The other methods will probably do more harm to your body than if you had a classic caffeinated coffee. If, on the other hand, you limit your caffeine intake from other sources, you can safely indulge in caffeinated coffee to a small extent. Always consult your doctor about your caffeine intake from any source.


  • Ginger
  • Peppermint
  • Lemon

As with any herbal medicine, it is a good idea to consult your doctor before drinking herbal teas in pregnancy.

See how much caffeine your favorite beverage may contain:

  • Coffee: 60-200 (240 ml)
  • Espresso: 30-50 mg (30 ml)
  • Energy drinks: 50-160 mg (240 ml)
  • Tea: 20-120 mg (240 ml)
  • Non-alcoholic beer: 30-60 mg (355 ml)
  • Cocoa: 3-32 mg (240 ml)
  • Decaffeinated coffee: 2-4 mg (240 ml)

Note that caffeine is also found in some foods.
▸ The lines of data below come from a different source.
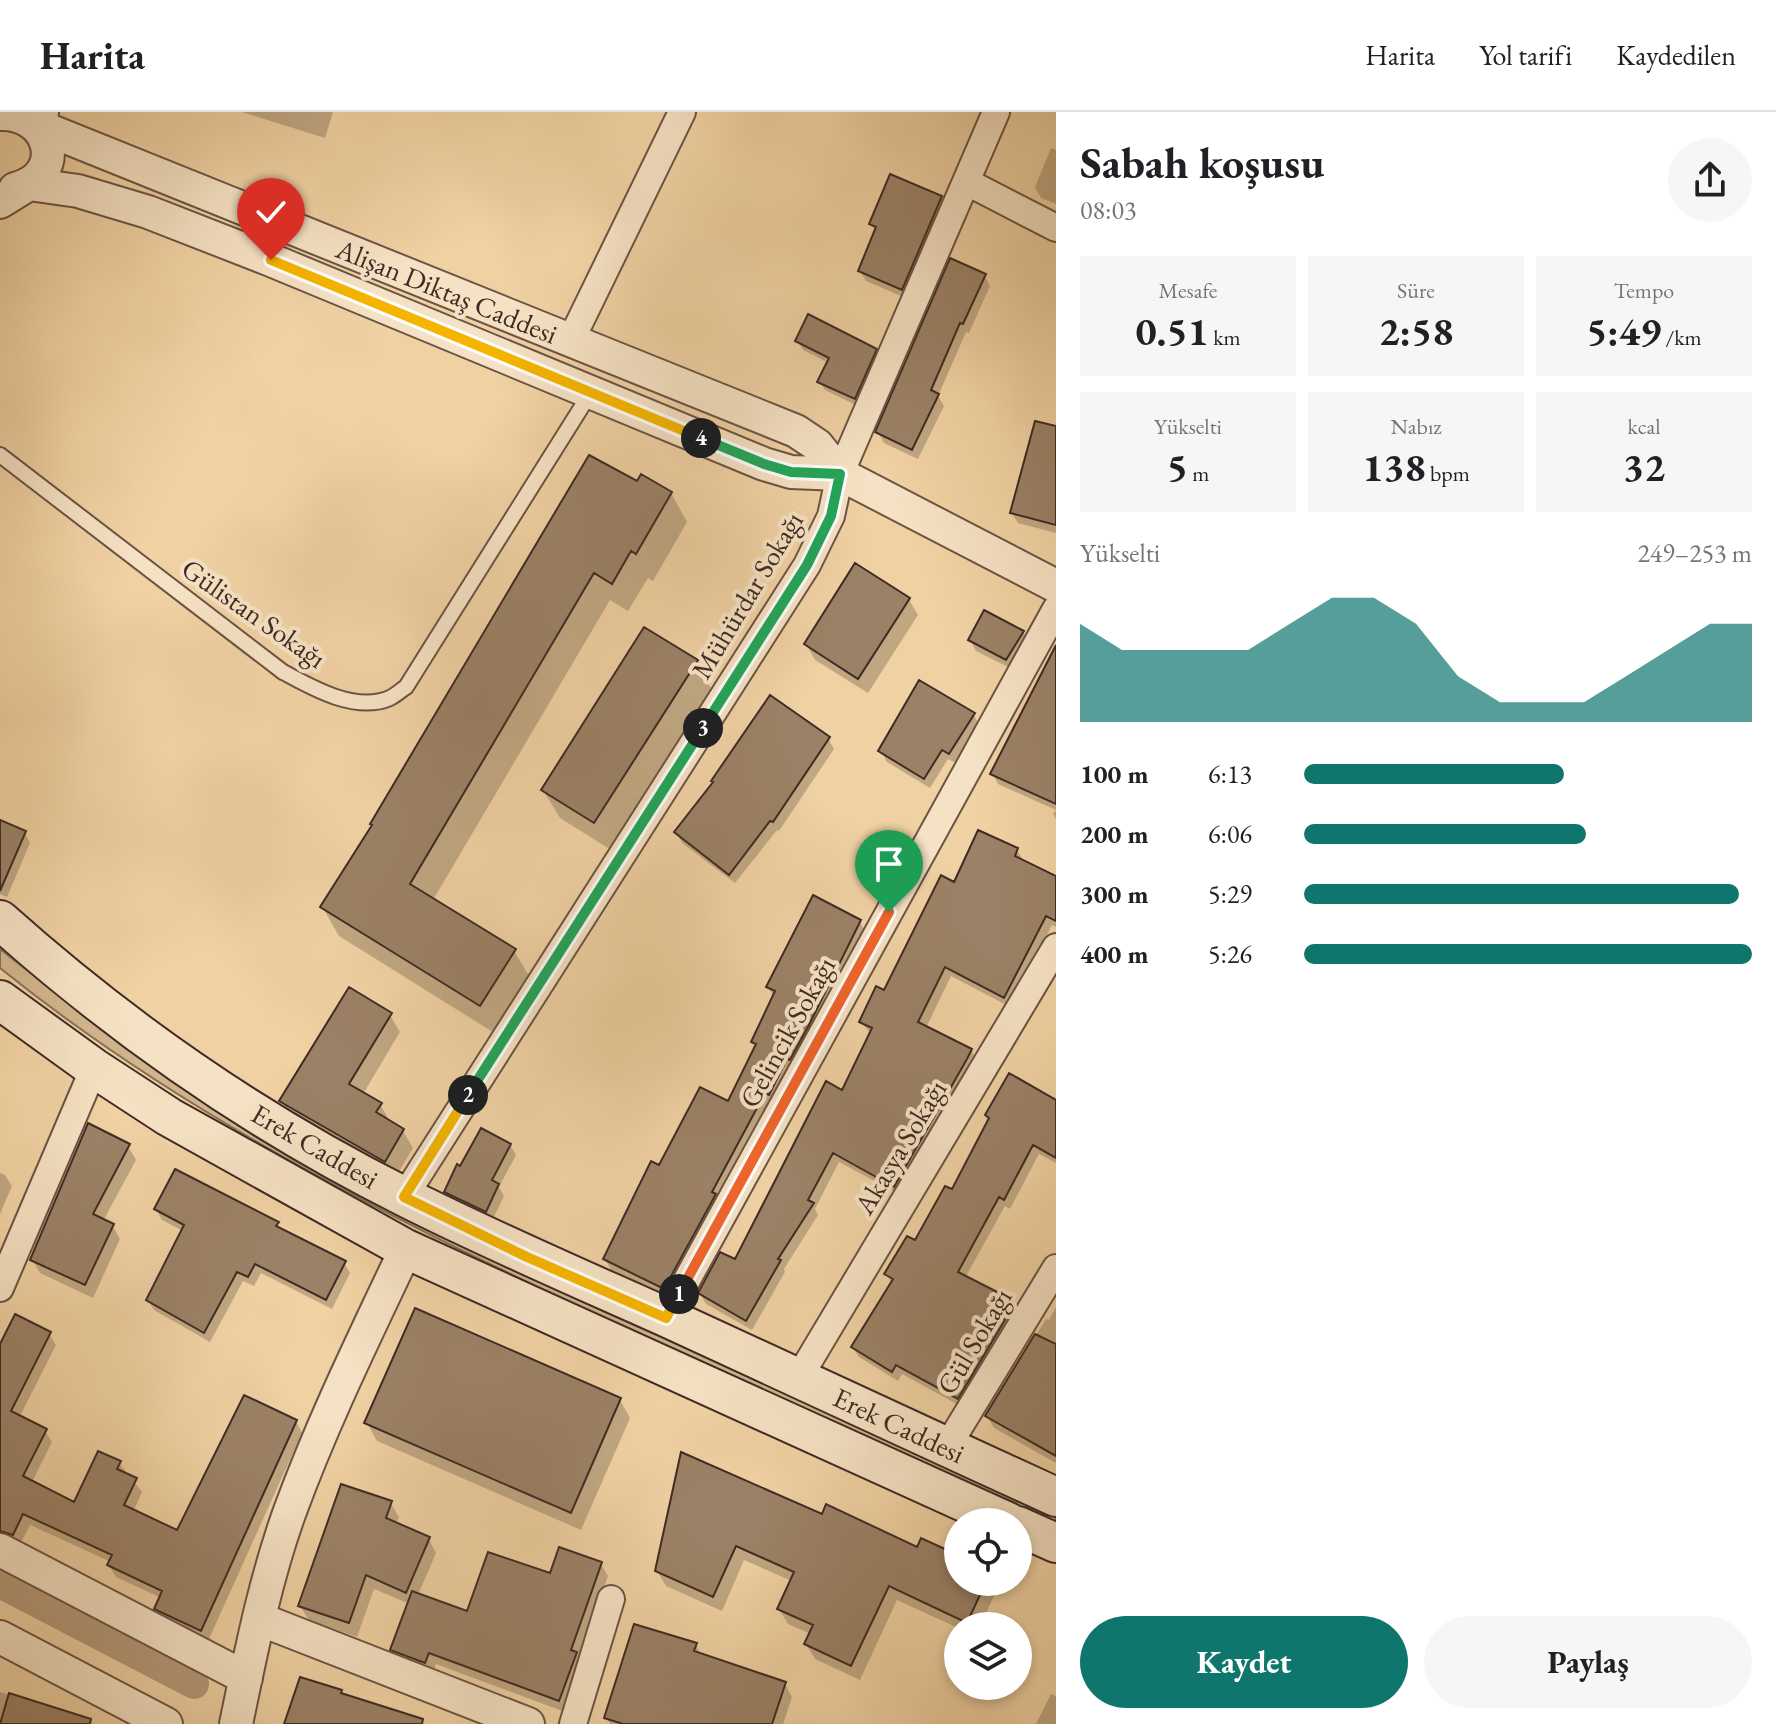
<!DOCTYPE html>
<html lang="tr">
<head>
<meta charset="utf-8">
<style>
	:root { --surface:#fff; --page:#f6f6f6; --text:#202124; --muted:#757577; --line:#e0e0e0; --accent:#0f766e }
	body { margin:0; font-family:"EB Garamond",serif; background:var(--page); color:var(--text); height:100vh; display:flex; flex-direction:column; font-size:30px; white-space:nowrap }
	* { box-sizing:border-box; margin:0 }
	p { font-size:26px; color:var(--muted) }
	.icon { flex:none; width:44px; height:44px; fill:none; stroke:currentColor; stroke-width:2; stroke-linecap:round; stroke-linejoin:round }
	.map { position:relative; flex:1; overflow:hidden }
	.sheet { display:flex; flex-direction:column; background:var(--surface); width:720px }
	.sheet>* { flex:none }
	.tools { position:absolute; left:944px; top:1396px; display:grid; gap:16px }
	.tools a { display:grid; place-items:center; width:88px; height:88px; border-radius:50%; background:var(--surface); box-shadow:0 4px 12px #0003; font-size:40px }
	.pin { position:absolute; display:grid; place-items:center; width:68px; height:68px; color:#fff; margin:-82px -34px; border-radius:50% 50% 50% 0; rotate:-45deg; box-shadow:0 0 8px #0007 }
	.pin .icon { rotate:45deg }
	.km { position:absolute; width:40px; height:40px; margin:-20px; border-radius:50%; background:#222; color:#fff; font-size:22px; line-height:40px; text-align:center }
	.round { display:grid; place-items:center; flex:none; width:84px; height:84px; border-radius:42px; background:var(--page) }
	.overview { display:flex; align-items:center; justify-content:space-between; height:136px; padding:0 24px }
	h1 { font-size:44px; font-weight:700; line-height:60px }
	.figures { display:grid; grid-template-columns:repeat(3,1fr); gap:12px; height:136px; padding:8px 24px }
	.figures div { display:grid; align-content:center; border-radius:0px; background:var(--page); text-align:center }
	.figures b { font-size:40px; font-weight:700 }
	.figures small { font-size:22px; font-weight:400 }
	.figures p { font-size:22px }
	.chart { height:224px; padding:16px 24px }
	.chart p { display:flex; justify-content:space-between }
	.chart svg { width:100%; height:144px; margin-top:8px; fill:var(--accent); opacity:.7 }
	.button { display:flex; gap:16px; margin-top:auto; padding:16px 24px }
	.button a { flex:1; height:92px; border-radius:48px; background:var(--accent); color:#fff; font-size:32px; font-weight:700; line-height:92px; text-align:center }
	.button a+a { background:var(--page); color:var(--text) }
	ul { padding:0 24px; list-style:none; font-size:26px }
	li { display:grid; grid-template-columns:128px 96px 1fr; align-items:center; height:60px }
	li i { height:20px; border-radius:10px; background:var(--accent) }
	header { display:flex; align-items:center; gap:48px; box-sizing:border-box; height:112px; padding:0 40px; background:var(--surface); border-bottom:2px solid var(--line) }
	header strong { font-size:38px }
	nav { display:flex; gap:44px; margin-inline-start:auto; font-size:28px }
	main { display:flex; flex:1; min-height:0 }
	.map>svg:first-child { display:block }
</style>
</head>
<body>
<header>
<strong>Harita</strong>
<nav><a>Harita</a><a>Yol tarifi</a><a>Kaydedilen</a></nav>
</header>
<main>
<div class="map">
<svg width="1056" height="1612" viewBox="0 0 1056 1612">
	<rect width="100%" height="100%" fill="#f0d1a3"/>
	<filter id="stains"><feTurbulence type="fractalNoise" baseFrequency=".0025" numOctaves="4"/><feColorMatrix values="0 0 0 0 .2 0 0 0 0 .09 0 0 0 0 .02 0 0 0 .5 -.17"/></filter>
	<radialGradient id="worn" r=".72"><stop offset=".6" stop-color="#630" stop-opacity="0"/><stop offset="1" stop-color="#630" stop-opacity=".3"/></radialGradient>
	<!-- green -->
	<path fill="#d2b58d" stroke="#887058" stroke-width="2" d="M0,837L67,890L213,996L469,1136L1056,1405V1413C920,1352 785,1289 649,1227C422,1122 196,1014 0,856Z"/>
	<!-- shadow -->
	<path fill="#0003" d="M242,0H333L325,26Z
		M1051,36L1056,38V92L1041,86L1035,75Z
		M941,85L947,96L908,187L866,169L860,159L876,120L872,112Z
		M984,163L990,174L969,221L966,220L938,284L944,294L918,347L884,331L878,320Z
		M798,229L875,238L880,247L860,295L825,278L820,270L829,251L803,238Z
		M1056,317V421L1018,411L1012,401Z
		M637,372L671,381L687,410L653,469L648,466L628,499L610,488L433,788L514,839L531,867L496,922L339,824L323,796L373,714Z
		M909,488L918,503L868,581L815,548L806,532Z
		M1023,520L1029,530L1012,557L976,539L970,528Z
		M1056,536V707L1053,702L1056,698L998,672L993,662Z
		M696,550L712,578L611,738L560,706L543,678Z
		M973,602L979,612L956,651L948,647L930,676L887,650L881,639Z
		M828,626L834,637L779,719L777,718L735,771L682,731L676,720Z
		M0,711L25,721L30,731L7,785L0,782Z
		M1017,738L1023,748L1056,766V815L1052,813L1010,895L951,864L926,916L971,938L977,948L901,1083L839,1050L815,1097L818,1103L784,1157L785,1160L752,1218L706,1192L700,1181L736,1150L843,981L871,922L861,910L885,880L955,772Z
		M859,809L867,822L671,1188L612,1160L605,1147L659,1056L729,992L757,936L753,930L774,885L768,875Z
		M390,903L400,920L363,982L380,992L390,1010L403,1019L413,1036L395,1066L292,1007L282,989Z
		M1056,990V1051L1039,1042L1010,1097L1005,1094L965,1166L1015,1191L1021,1201L964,1296L902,1262L898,1269L859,1245L853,1235L892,1171L886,1162L915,1131L953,1080L990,1009L987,1003Z
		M510,1033L516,1043L499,1075L504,1084L492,1109L452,1090L447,1080Z
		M128,1034L136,1048L103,1109L112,1113L120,1127L93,1186L40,1161L32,1147Z
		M0,1061L5,1063L12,1074L0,1102Z
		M156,1097L277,1111L282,1119L344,1151L350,1161L332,1197L261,1161L254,1174L243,1169L210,1230L154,1198L148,1188L183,1119L162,1108Z
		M1056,1195V1351L994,1316L987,1304L1046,1207L1049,1208Z
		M49,1222L56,1233L19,1306L45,1319L52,1330L32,1370L75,1392L119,1351L142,1380L133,1400L178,1420L296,1309L302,1321L208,1529L163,1508L156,1497L161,1486L116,1465L109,1453L111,1450L30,1413L19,1434L0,1429V1237Z
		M620,1288L630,1306L581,1418L377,1329L367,1311Z
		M390,1390L399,1405L396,1412L428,1426L436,1441L418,1483L468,1502L551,1464L601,1452L608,1464L579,1547L583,1554L565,1600L436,1552L432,1563L400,1550L393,1538L410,1492L374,1477L357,1525L309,1508L300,1494Z
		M823,1404L918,1437L958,1445V1470H995L998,1475L980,1514H958V1516L897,1488L860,1568L815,1547L806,1532L811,1522L788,1512L779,1497L792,1469L744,1448L722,1499L666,1474L657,1459Z
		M695,1532L702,1544L785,1572L792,1585L783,1612H610L607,1606Z
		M0,1580L53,1597L89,1612H0Z
		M1051,1582L1056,1584V1612H1036Z"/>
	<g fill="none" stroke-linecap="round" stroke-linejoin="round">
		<!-- canal -->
		<path stroke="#b49978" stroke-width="30" d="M0,1471L194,1572"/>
	</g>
	<!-- building -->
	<path fill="#9b8166" stroke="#3f2b24" stroke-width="2" d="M890,62L942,84L902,178L858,159L876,115L869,112Z
		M950,146L986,162L963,212L960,211L931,278L939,282L912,338L875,320Z
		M808,202L877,237L855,287L817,270L829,246L795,229Z
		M1035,309L1056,314V413L1010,401Z
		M589,343L637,369L641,362L672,380L636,442L631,439L612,472L594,461L410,772L516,837L480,894L320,795L372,713L370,712Z
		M855,451L910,486L858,567L804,532Z
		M984,498L1024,519L1006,548L968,528Z
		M644,515L698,548L594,711L541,678Z
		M1056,533V692L990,662Z
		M919,568L975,601L949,642L942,638L924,667L878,639Z
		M770,583L830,625L773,710L770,709L729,763L674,720L713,670L711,669Z
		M0,708L26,719L0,779Z
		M978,718L1018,736L1015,744L1056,764V809L1046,804L1004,886L945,855L918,910L972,937L967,947L894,1075L833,1041L808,1088L814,1091L778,1147L781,1148L746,1209L698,1181L720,1140L735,1147L826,969L842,978L872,916L859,910L876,874L884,878L941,763L954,770Z
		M813,783L861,808L809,913L790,948L787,947L769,983L765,981L712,1080L716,1082L664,1177L603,1147L651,1049L659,1053L700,975L728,989L756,932L751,930L775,879L766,875Z
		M349,875L392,901L349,972L382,991L376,1000L404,1017L385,1050L279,989Z
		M1009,961L1056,988V1046L1033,1033L1004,1088L999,1085L958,1160L1013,1188L1003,1207L1005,1208L958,1287L896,1253L892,1260L851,1235L893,1167L884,1162L907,1124L915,1128L945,1074L952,1077L989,1006L985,1003Z
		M88,1011L130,1032L93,1102L114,1112L85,1173L30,1148Z
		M481,1016L511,1032L492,1068L499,1072L486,1100L444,1080L457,1052L460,1054Z
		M175,1057L279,1110L276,1114L346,1149L326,1188L255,1152L248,1165L237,1160L204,1221L146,1188L184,1113L154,1097Z
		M415,1196L621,1286L571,1401L364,1311Z
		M15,1202L51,1220L11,1299L47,1317L23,1364L74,1390L98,1339L121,1349L117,1357L137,1366L124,1393L177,1418L244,1283L297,1308L201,1519L154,1497L162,1479L107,1453L112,1443L23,1402L13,1423L0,1419V1232Z
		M1035,1222L1056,1232V1344L985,1304Z
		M681,1340L822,1402L826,1392L917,1435L921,1426L958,1443V1470H986L967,1511L889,1474L851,1554L804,1532L813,1513L777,1497L794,1460L736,1434L713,1485L655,1459Z
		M341,1372L392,1389L386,1406L430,1425L406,1481L366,1463L349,1511L298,1494Z
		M559,1435L602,1450L571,1538L577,1540L559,1589L429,1541L425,1551L390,1538L412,1479L467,1499L488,1440L550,1461Z
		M634,1512L697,1531L694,1539L786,1570L772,1612H623L604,1606Z
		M300,1565L342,1578L341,1581L423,1607L422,1612H284Z
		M9,1581L91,1607L90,1612H0Z"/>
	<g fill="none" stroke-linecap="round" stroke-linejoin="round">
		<defs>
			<path id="service" d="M0,343L283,560C312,576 356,601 390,586C396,583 401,578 406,575L591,280"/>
			<path id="minor" d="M967,70L1056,116
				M571,228L682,0
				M404,1085L807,453L831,404L840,362L996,0
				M0,1176L94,956
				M666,1206L1056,497
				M798,1267L1056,835
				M947,1335L1056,1156
				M573,1612L611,1487"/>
			<path id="tertiary" d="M42,0L41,15L796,319L817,333L840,362L1056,474
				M0,2C51,0 69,63 15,77
				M0,90L29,72L78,79L148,100L271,148L764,352L791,360L840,362
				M0,1438L246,1566
				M259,1507L528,1612
				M0,1525L166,1612
				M236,1612C251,1540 265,1468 290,1399C323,1309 365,1224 406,1137"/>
			<path id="secondary" d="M0,808C122,917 259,1012 405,1085C492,1129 581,1167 670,1207C798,1266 927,1326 1056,1385
				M0,888L94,956L169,1005L406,1137L1008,1410
				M1018,1414L1056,1431"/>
		</defs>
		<!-- service casing -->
		<use href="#service" stroke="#6b5444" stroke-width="18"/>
		<!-- minor casing -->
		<use href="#minor" stroke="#6b5444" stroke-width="30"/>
		<!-- tertiary casing -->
		<use href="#tertiary" stroke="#6b5444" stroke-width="36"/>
		<!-- secondary casing -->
		<use href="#secondary" stroke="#3f2b24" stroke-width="42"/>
		<!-- service -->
		<use href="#service" stroke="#f5e1c3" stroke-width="14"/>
		<!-- minor -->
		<use href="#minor" stroke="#f5e1c3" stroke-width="26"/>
		<!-- tertiary -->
		<use href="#tertiary" stroke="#f5e1c3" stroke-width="32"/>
		<!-- secondary -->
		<use href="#secondary" stroke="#f5e1c3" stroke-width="38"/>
	</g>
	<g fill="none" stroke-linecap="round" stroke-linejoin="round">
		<defs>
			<path id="split-1" d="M679,1182L889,800"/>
			<path id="split-2" d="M468,983L404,1085L527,1145L666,1206L679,1182"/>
			<path id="split-3" d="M468,983L703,616"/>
			<path id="split-4" d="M701,326L764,352L791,360L840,362L831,404L807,453L703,616"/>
			<path id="split-5" d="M271,148L701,326"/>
		</defs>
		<!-- split-1 casing -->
		<use href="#split-1" stroke="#fff" stroke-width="16"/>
		<!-- split-2 casing -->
		<use href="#split-2" stroke="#fff" stroke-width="16"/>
		<!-- split-3 casing -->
		<use href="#split-3" stroke="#fff" stroke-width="16"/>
		<!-- split-4 casing -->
		<use href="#split-4" stroke="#fff" stroke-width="16"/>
		<!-- split-5 casing -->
		<use href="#split-5" stroke="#fff" stroke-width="16"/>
		<!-- split-1 -->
		<use href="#split-1" stroke="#f0652b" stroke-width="10"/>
		<!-- split-2 -->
		<use href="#split-2" stroke="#f5b400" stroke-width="10"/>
		<!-- split-3 -->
		<use href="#split-3" stroke="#22a559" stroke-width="10"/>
		<!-- split-4 -->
		<use href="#split-4" stroke="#22a559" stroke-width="10"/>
		<!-- split-5 -->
		<use href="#split-5" stroke="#f5b400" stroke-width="10"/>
	</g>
	<g text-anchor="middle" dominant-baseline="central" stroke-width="8" stroke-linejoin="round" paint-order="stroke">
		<!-- street labels -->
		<g font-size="28" fill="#3f2b24" stroke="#f5e1c3">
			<text transform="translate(447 179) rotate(22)">Alişan Diktaş Caddesi</text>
			<text transform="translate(747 483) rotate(-59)">Mühürdar Sokağı</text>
			<text transform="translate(254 501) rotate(35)">Gülistan Sokağı</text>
			<text transform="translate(787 920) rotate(-61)">Gelincik Sokağı</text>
			<text transform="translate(315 1034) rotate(30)">Erek Caddesi</text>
			<text transform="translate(900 1035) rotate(-59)">Akasya Sokağı</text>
			<text transform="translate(974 1229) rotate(-59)">Gül Sokağı</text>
			<text transform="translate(899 1313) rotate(25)">Erek Caddesi</text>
		</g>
	</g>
	<rect width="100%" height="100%" filter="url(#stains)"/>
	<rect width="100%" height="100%" fill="url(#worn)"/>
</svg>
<div class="tools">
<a><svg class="icon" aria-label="locate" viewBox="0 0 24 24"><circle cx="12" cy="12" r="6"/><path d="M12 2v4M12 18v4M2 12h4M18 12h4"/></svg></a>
<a><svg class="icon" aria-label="layers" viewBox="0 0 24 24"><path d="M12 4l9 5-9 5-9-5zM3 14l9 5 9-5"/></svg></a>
</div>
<div class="pin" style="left:889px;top:800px;background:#1e9e55"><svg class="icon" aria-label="arrive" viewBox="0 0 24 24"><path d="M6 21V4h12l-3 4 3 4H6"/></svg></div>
<div class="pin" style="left:271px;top:148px;background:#d93025"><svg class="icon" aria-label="check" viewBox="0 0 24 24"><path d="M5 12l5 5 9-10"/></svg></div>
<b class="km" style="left:679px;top:1182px">1</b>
<b class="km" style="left:468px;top:983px">2</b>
<b class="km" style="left:703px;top:616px">3</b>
<b class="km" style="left:701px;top:326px">4</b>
</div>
<section class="sheet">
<div class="overview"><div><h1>Sabah koşusu</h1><p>08:03</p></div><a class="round"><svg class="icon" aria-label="share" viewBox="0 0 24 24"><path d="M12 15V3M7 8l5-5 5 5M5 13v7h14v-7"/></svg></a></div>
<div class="figures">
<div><p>Mesafe</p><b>0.51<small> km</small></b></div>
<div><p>Süre</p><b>2:58</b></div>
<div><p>Tempo</p><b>5:49<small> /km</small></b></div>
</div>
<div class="figures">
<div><p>Yükselti</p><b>5<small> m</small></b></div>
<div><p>Nabız</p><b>138<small> bpm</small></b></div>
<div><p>kcal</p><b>32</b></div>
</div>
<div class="chart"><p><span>Yükselti</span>249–253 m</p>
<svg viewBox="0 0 160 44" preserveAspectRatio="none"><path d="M0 44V14L10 22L20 22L30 22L40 22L50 14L60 6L70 6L80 14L90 30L100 38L110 38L120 38L130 30L140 22L150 14L160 14V44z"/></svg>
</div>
<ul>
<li><b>100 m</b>6:13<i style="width:58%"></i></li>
<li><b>200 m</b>6:06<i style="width:63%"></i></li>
<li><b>300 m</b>5:29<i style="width:97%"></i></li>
<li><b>400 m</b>5:26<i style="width:100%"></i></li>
</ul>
<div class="button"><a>Kaydet</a><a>Paylaş</a></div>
</section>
</main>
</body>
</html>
For example, chocolate may contain 1-35 mg of caffeine per 28 grams. Dark chocolate usually has a higher concentration of caffeine. In addition, some medications, such as painkillers, may contain caffeine, and often caffeine is added to supplements such as weight loss pills and pre-workout mixes. Be sure to check with your doctor if you are concerned about the caffeine content of your diet.


Caffeine has lots of benefits. It has been shown to increase energy levels, improve concentration and even relieve headaches. Most experts agree that caffeine is safe during pregnancy as long as it is limited to 200 mg or less per day. However, when consumed in high amounts during pregnancy , it can pose risks such as increased risk of miscarriage and low birth weight. If you can't do without coffee and miss its delicious taste, be sure to try thedecaffeinated version.